When you sit down to rewrite your policy, make sure it covers the following:
- Business travel. How far in advance do you want employees to make a reservation? Do you let them book first class if, for example, they need the leg room? If they get a credit, do they keep it or does it go back to the company? Should you pay for TSA pre-check? Have you set a policy on using Airbnb, Lyft, Uber and other app-based options?
- Corporate cards. Spell out your rules of card use. For new employees, have a probation period during which they're subject to a lower limit.
- Contingency planning. Think through what you want employees to do when emergencies or other unforeseen events arise while they're traveling for work. What should you require them to do if you alert them to an emergency they might not be aware of when they reach their destination?
- Personal issues. How do you treat travel when an employee's spouse or partner accompanies them, or when they add personal travel to their work travel?
Administrative guidelines. Do you want receipts included for expenses under $75? That's the threshold set by the IRS. How soon after travel do you expect reimbursements to be submitted?

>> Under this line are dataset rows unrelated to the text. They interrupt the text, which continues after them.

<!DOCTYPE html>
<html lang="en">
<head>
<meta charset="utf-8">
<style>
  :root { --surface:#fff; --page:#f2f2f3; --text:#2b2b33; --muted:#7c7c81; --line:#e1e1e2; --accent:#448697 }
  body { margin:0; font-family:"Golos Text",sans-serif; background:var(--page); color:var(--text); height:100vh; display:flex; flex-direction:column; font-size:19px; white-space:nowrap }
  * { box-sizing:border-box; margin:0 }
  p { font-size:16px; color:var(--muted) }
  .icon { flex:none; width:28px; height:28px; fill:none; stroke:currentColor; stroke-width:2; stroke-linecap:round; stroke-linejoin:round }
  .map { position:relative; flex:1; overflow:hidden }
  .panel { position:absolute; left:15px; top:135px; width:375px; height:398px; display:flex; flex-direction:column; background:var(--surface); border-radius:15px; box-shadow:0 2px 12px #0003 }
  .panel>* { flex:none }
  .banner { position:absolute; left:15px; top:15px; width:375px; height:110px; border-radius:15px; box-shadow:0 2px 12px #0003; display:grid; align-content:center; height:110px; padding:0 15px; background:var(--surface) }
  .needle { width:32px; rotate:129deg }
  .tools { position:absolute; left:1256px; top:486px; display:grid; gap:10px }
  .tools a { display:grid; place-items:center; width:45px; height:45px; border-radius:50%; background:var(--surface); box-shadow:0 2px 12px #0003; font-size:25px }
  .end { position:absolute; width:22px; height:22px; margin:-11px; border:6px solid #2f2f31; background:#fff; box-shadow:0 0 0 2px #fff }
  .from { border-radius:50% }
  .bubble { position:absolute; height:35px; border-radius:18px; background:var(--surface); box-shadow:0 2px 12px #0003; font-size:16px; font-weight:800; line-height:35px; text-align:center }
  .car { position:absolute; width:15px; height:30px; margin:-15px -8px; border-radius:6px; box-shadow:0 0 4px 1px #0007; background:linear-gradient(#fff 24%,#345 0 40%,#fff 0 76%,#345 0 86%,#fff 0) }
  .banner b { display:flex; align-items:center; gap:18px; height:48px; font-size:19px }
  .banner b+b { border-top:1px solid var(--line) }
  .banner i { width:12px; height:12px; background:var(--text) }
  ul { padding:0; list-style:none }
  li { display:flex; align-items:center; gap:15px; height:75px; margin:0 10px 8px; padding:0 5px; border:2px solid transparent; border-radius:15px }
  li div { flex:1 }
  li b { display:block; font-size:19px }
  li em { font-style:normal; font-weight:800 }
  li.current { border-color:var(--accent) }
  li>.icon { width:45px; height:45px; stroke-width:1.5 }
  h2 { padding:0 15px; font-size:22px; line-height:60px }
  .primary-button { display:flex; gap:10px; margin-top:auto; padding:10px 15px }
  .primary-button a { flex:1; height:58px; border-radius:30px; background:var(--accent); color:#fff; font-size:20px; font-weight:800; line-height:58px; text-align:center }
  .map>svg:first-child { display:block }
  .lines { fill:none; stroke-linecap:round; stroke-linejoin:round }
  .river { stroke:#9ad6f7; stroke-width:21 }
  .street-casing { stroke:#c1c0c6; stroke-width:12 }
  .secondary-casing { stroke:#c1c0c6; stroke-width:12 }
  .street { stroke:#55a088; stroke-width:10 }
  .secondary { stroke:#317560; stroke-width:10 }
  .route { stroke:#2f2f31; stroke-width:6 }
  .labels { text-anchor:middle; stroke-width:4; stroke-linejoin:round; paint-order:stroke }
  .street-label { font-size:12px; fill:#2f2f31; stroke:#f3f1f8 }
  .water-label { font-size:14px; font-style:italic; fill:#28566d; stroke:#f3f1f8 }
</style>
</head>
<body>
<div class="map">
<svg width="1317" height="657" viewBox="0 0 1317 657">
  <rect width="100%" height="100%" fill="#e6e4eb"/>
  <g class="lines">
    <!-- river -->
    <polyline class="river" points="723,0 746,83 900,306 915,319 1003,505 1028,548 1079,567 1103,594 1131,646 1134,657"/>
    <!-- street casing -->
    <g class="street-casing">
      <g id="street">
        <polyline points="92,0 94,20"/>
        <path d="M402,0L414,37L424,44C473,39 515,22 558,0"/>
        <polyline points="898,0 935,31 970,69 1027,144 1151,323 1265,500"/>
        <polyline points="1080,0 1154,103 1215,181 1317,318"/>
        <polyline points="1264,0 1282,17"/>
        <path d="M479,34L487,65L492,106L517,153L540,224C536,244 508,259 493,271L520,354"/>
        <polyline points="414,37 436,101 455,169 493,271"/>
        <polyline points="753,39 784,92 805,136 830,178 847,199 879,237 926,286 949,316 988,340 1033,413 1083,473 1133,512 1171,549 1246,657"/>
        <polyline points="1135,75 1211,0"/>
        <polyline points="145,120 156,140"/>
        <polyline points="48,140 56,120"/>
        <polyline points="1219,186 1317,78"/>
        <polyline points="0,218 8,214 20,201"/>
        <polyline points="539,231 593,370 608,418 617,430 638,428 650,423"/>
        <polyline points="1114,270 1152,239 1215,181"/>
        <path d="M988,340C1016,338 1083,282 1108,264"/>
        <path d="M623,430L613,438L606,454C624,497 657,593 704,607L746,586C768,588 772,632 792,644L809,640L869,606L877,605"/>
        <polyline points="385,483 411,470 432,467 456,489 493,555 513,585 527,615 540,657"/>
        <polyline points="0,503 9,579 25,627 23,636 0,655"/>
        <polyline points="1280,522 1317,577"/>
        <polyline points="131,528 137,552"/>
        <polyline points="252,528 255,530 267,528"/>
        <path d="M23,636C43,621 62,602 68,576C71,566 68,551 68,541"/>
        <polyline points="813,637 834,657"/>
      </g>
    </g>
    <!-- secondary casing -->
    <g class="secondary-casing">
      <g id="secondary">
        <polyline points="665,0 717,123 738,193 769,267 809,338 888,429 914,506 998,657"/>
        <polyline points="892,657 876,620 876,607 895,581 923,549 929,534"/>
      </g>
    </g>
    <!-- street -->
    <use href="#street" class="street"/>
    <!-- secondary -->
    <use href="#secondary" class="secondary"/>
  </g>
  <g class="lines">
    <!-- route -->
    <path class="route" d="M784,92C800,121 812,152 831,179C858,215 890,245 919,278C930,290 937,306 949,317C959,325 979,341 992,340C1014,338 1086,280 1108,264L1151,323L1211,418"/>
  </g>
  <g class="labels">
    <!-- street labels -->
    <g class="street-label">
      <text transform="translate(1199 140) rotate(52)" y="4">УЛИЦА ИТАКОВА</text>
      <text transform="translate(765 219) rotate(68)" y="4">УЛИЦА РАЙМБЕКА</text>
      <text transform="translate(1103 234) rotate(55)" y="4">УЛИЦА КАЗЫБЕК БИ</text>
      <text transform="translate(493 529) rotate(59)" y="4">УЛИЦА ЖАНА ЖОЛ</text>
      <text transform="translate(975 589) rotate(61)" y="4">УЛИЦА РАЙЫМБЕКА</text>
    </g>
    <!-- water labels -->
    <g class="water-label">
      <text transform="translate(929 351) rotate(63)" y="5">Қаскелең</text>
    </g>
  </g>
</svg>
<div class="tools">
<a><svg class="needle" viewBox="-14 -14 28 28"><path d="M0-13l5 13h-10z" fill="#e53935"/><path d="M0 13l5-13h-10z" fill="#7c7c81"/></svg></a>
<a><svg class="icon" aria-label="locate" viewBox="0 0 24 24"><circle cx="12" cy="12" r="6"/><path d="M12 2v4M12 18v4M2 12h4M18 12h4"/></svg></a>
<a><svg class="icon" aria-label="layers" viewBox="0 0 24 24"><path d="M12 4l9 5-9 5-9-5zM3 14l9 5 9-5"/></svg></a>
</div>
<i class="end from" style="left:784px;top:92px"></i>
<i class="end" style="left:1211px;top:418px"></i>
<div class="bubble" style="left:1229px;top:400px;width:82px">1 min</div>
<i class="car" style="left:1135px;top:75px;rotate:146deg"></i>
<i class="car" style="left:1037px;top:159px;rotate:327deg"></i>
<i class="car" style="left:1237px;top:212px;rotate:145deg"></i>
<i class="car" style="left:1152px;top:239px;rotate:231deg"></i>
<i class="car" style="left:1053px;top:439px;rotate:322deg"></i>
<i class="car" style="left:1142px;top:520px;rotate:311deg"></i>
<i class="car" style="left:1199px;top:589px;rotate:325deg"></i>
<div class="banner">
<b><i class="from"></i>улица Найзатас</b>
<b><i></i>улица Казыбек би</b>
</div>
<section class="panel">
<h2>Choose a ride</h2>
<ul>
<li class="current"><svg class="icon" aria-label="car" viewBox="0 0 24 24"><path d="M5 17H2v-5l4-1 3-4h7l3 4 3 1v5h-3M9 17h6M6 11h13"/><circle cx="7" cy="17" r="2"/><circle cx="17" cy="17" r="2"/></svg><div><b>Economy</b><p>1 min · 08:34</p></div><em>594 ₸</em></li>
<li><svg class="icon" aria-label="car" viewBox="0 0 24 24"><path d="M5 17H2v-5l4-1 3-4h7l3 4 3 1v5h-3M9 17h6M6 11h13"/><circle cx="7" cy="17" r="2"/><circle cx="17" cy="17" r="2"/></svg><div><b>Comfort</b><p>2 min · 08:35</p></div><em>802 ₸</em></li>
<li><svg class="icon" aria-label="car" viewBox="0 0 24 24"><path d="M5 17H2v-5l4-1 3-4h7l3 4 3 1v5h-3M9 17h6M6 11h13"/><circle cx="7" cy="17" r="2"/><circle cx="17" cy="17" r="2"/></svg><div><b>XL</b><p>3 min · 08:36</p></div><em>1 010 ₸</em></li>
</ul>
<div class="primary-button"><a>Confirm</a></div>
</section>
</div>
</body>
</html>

When revising your policy, make sure it includes or addresses these essential elements: a statement of purpose, company expectations and policy compliance, areas of ambiguity and key subject areas. These subject areas include travel, travel-related expenses, accommodations, and food and entertainment.
Also, make sure to check the language you're using. Geshuri recommends you keep the language simple, written at about a fifth-grade reading level, to reduce the risk employees don't understand it. "Don't let a lawyer write this," he said. "It should be a cross functional effort: HR, procurement" and other executives.
Be careful to use the same language in your policy that you use in your expense reporting system, Geshuri said. If your reporting system categorizes employee meals in 10 ways, use those same 10 categories in your policy.
"You can't manage your bottom line if you don't know where your money is going," he said. "Employee initiated spend you can’t see until after it's spent." That makes a strong T&E policy the only way to govern this big part of your operating costs before you incur them.